In a way, the Pac-12 Network is looking like the defunct MountainWest Sports Network. Both of them got on one satellite TV system; neither of them (to date) got on the other.
"The Pac-12, after a year [is] still not on DirecTV," said Javan Hedlund, the MWC's associate commissioner. "Everybody thought that, oh, the Mountain West should be on. They're kind of learning that even the Pac-12 can't get it done."
Ouch. That hurts. But there's truth to it.
To be clear, Hedlund wasn't criticizing the Pac-12. He was simply making the point that getting distribution for a college sports cable network isn't easy, even if for one of the nation's top-five collegiate leagues.
The two situations are not altogether analogous. P12N is in far more homes than The Mtn. ever was. And it made a deal with a satellite system (Dish) just after the football season began, not three seasons in (DirecTV), as was the case with The Mtn.

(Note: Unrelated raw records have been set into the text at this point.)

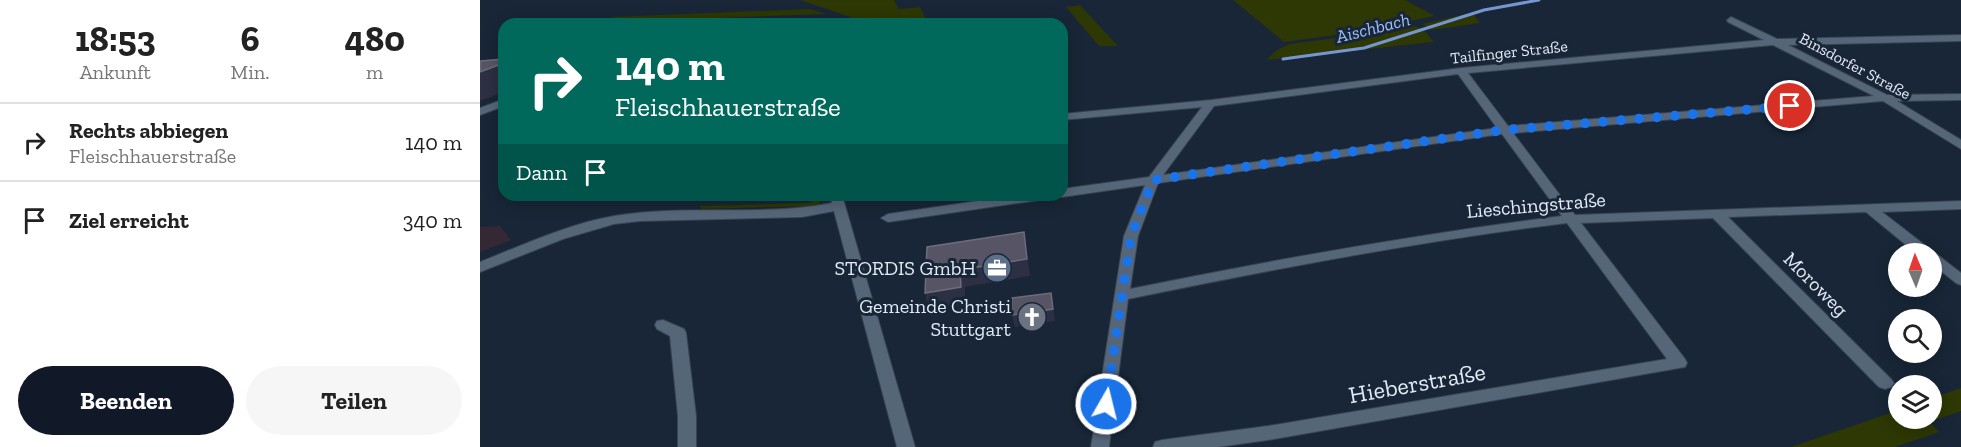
<!DOCTYPE html>
<html lang="de">
<meta charset="utf-8">
<style>
:root{--surface:#fff;--page:#f6f6f6;--text:#222;--muted:#767676;--line:#e0e0e0;--accent:#111827}
body{margin:0;font-family:"Zilla Slab",serif;background:var(--page);color:var(--text);height:100vh;display:flex;flex-direction:column;font-size:22px;white-space:nowrap}
*{box-sizing:border-box;margin:0}
p{font-size:20px;color:var(--muted)}
.icon{flex:none;width:33px;height:33px;fill:none;stroke:currentColor;stroke-width:2;stroke-linecap:round;stroke-linejoin:round}
.map{position:relative;flex:1;overflow:hidden}
.sheet{display:flex;flex-direction:column;background:var(--surface);width:480px}
.sheet>*{flex:none}
.top-card{position:absolute;left:18px;top:18px;width:570px;height:183px;border-radius:18px;box-shadow:0 3px 15px #0003;background:#00695c;color:#fff;overflow:hidden}
.needle{width:39px;rotate:358deg}
.fabs{position:absolute;left:1408px;top:243px;display:grid;gap:12px}
.fabs a{display:grid;place-items:center;width:54px;height:54px;border-radius:50%;background:var(--surface);box-shadow:0 3px 15px #0003;font-size:30px}
.pin{position:absolute;display:grid;place-items:center;width:51px;height:51px;color:#fff;margin:-26px;border:3px solid #fff;border-radius:50%;box-shadow:0 2px 6px #0007}
.me{position:absolute;width:66px;margin:-33px;rotate:8deg;stroke-linejoin:round;filter:drop-shadow(0 0 4px #0008)}
.turn{display:flex;align-items:center;gap:21px;height:126px;padding:0 18px;font-size:27px}
.turn .icon{width:78px;height:78px;stroke-width:2.5}
.turn b{display:block;font-size:42px;line-height:51px}
.then{display:flex;align-items:center;height:57px;padding:0 18px;background:#0003;gap:12px;font-size:22px}
.eta{display:flex;justify-content:space-evenly;align-items:center;height:102px;text-align:center}
.eta b{font-size:36px;font-weight:700;line-height:42px}
.button{display:flex;gap:12px;margin-top:auto;padding:12px 18px}
.button a{flex:1;height:69px;border-radius:36px;background:var(--accent);color:#fff;font-size:24px;font-weight:700;line-height:69px;text-align:center}
.button a+a{background:var(--page);color:var(--text)}
ul{padding:0;list-style:none}
li{display:flex;align-items:center;gap:18px;height:78px;padding:0 18px;border-top:2px solid var(--line)}
li div{flex:1}
li b{display:block;font-size:22px}
li em{font-style:normal}
main{display:flex;flex:1;min-height:0}
.map>svg:first-child{display:block}
.education{fill:#342835}
.green{fill:#2d3804}
.lines{fill:none;stroke-linecap:round;stroke-linejoin:round}
.stream{stroke:#7796d0;stroke-width:3}
.minor-casing{stroke:#384452;stroke-width:2}
.minor{fill:#566679;fill-rule:evenodd}
.shaded-wall{fill:#2d2f42}
.building{fill:#575466;stroke:#6d6c7d;stroke-width:1.5}
.route{stroke:#1a73e8;stroke-width:10;stroke-dasharray:0 18}
.labels{text-anchor:middle;dominant-baseline:central;stroke-width:6;stroke-linejoin:round;paint-order:stroke}
.far-street-label{font-size:16px;fill:#e1ebf6;stroke:#182637}
.far-water-label{font-size:18px;font-style:italic;fill:#9fc0fe;stroke:#182637}
.street-label{font-size:20px;fill:#e1ebf6;stroke:#182637}
.poi-label{font-size:20px;fill:#e1ebf6;stroke:#182637;text-anchor:end}
.near-street-label{font-size:24px;fill:#e1ebf6;stroke:#182637}
</style>
<main>
<section class="sheet">
<div class="eta">
<div><b>18:53</b><p>Ankunft</p></div>
<div><b>6</b><p>Min.</p></div>
<div><b>480</b><p>m</p></div>
</div>
<ul>
<li><svg class="icon" aria-label="right" viewBox="0 0 24 24"><path d="M7 20v-9h11M14 6l5 5-5 5"/></svg><div><b>Rechts abbiegen</b><p>Fleischhauerstraße</p></div><em>140 m</em></li>
<li><svg class="icon" aria-label="arrive" viewBox="0 0 24 24"><path d="M6 21V4h12l-3 4 3 4H6"/></svg><div><b>Ziel erreicht</b></div><em>340 m</em></li>
</ul>
<div class="button"><a>Beenden</a><a>Teilen</a></div>
</section>
<div class="map">
<svg width="1481" height="447" viewBox="0 0 1481 447">
<rect width="100%" height="100%" fill="#182637"/>
<!-- education -->
<path class="education" d="M20,226L31,240L0,252V227Z"/>
<!-- green -->
<path class="green" d="M320,0H414L419,9L440,7L447,22L464,20L466,24H391Z
M753,0H925L955,16L870,33L804,42Z
M600,5L638,46H619L586,7Z
M330,9L346,14L130,22L132,17Z
M986,14L994,15L1000,23L952,30L942,24Z
M929,25L942,28L954,42L786,60L797,50L810,44L872,36Z
M334,195H340L342,199L339,204L331,206L221,209L220,206L329,203L334,200Z
M1481,388V411L1450,422L1459,432L1415,447H1311L1419,410V418H1452V398Z"/>
<g class="lines">
<!-- stream -->
<path class="stream" d="M803,59L884,48L1004,10L1059,0"/>
<!-- minor casing -->
<g class="minor-casing">
<path id="minor" d="M1251,17L1297,39L1481,35V41L1308,45L1407,95L1481,94V100L1417,101L1481,140V149L1403,101L1033,133L1095,215L1481,201V209L1402,212L1481,273V285L1476,283L1452,264V254H1437L1386,212L1248,217L1411,379L1414,383L1411,387L1405,389L1399,387L1233,218L1101,223L1205,359L1207,363L1205,367L788,440L738,447H673L675,442L682,440L788,426L1187,359L1087,223C940,241 794,269 648,299L629,447H611L644,236L665,185L582,197L577,195H582V189L669,177L722,107L582,120V114L731,100L981,68L1284,40L1248,22L1247,20ZM1293,45L1394,96L1028,126L988,73ZM978,74L1017,128L683,175L734,106ZM1022,134L1082,216C937,234 793,260 650,289L658,236L678,183Z
M24,99V106L0,115V108Z
M350,195H362L435,447H417L354,211L322,217L160,221L134,224L83,239L0,272V262C43,245 88,224 134,216C206,204 280,217 352,203Z
M539,195H572L566,199L408,222L401,218L408,214Z
M183,320L204,329L206,333L216,416V447H198V416L190,336L177,329L175,325L177,321Z"/>
</g>
<!-- minor -->
<use href="#minor" class="minor"/>
</g>
<!-- shaded-wall -->
<path class="shaded-wall" d="M24,63V92L0,101V72Z
M544,232L550,276L485,287V304L449,310L445,293L480,270Z
M571,293L575,321L535,327L532,315Z"/>
<!-- building -->
<path class="building" d="M24,59V63L0,72V61Z
M544,232L547,259L480,270L481,287L445,293L447,247Z
M571,293L573,309L532,315V298Z"/>
<g class="lines">
<!-- route -->
<path class="route" d="M626,404L651,236L673,180L1024,130L1310,106"/>
</g>
<!-- icons -->
<defs>
<g id="office-disc" transform="scale(1.5)"><circle r="9.5" fill="#5c6f8a" stroke="#182637"/><path d="M-6-3h4V-5.5h4V-3h4V5H-6ZM-1-4.5V-3h2v-1.5ZM-6 0V1H6V0Z" fill="#fff"/></g>
<g id="church-disc" transform="scale(1.5)"><circle r="9.5" fill="#6b7280" stroke="#182637"/><path d="M-1.2-6h2.4v3.5h3.3v2.4h-3.3V6h-2.4V-.1h-3.3v-2.4h3.3Z" fill="#fff"/></g>
</defs>
<g fill-rule="evenodd">
<use href="#office-disc" x="517" y="268"/>
<use href="#church-disc" x="552" y="317"/>
</g>
<g class="labels">
<!-- far-street labels -->
<g class="far-street-label">
<text transform="translate(1029 52) rotate(-6)">Tailfinger Straße</text>
<text transform="translate(1375 66) rotate(28)">Binsdorfer Straße</text>
</g>
<!-- far-water labels -->
<g class="far-water-label">
<text transform="translate(893 28) rotate(-14)">Aischbach</text>
</g>
<!-- street labels -->
<g class="street-label">
<text transform="translate(1056 205) rotate(-5)">Lieschingstraße</text>
<text transform="translate(1336 284) rotate(45)">Moroweg</text>
</g>
<!-- poi labels -->
<g class="poi-label">
<text x="496" y="268">STORDIS GmbH</text>
<text x="531" y="306">Gemeinde Christi<tspan x="531" dy="23">Stuttgart</tspan></text>
</g>
<!-- near-street labels -->
<g class="near-street-label">
<text transform="translate(937 383) rotate(-10)">Hieberstraße</text>
</g>
</g>
</svg>
<div class="fabs">
<a><svg class="needle" viewBox="-14 -14 28 28"><path d="M0-13l5 13h-10z" fill="#e53935"/><path d="M0 13l5-13h-10z" fill="#767676"/></svg></a>
<a><svg class="icon" aria-label="search" viewBox="0 0 24 24"><circle cx="10" cy="10" r="6"/><path d="M15 15l6 6"/></svg></a>
<a><svg class="icon" aria-label="layers" viewBox="0 0 24 24"><path d="M12 4l9 5-9 5-9-5zM3 14l9 5 9-5"/></svg></a>
</div>
<div class="pin" style="left:1310px;top:106px;background:#d93025"><svg class="icon" aria-label="arrive" viewBox="0 0 24 24"><path d="M6 21V4h12l-3 4 3 4H6"/></svg></div>
<svg class="me" style="left:626px;top:404px" viewBox="-20 -20 40 40"><circle r="17" fill="#1a73e8" stroke="#fff" stroke-width="3"/><path d="M0-11L8 9 0 5-8 9z" fill="#fff"/></svg>
<div class="top-card">
<div class="turn"><svg class="icon" aria-label="right" viewBox="0 0 24 24"><path d="M7 20v-9h11M14 6l5 5-5 5"/></svg><div><b>140 m</b>Fleischhauerstraße</div></div>
<div class="then">Dann<svg class="icon" aria-label="arrive" viewBox="0 0 24 24"><path d="M6 21V4h12l-3 4 3 4H6"/></svg></div>
</div>
</div>
</main>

Still, there's that nagging lack of a deal, and nothing has changed in the past few months. DirecTV says P12N is asking too much; P12N says DirecTV is offering too little.
And the situation may have become even more complicated when a new competitor entered the arena last week. As was long anticipated, the SEC Network will launch in 2014.
The rivalry on the field translates into rivalry in television distribution. Missouri athletic director Mike Alden told the Kansas City Star that according to "agencies that rate the branding," the Pac-12 is not a one of the top 25 brands in sports. "I don't even think it's a top-50 brand."
So getting P12N on cable systems in SEC country and on DirecTV is tough. Whereas, according to Alden, the SEC "resonates in California, it resonates in Nevada, it has more of a chance for greater exposure."
Ouch. Alden is full of bravado, but he might be right.
The bigger concern for P12N, however, may be that the SEC Network could change the business model. There are reports that ESPN, which owns SECN, will charge 80 cents per subscriber per month to cable network in football-mad SEC country and maybe as little as 15 cents to systems elsewhere.
P12N has held firm that it treats all cable and satellite providers equally. Including DirecTV. Even though most DirecTV's subscribers are not in the six states that are home to Pac-12 members.
Both P12N and DirecTV are keeping a low profile on this. If they reach a deal, the announcement will probably come suddenly and unexpectedly.
Or maybe the entrance of the SEC Network into the arena will throw up yet another roadblock to an agreement.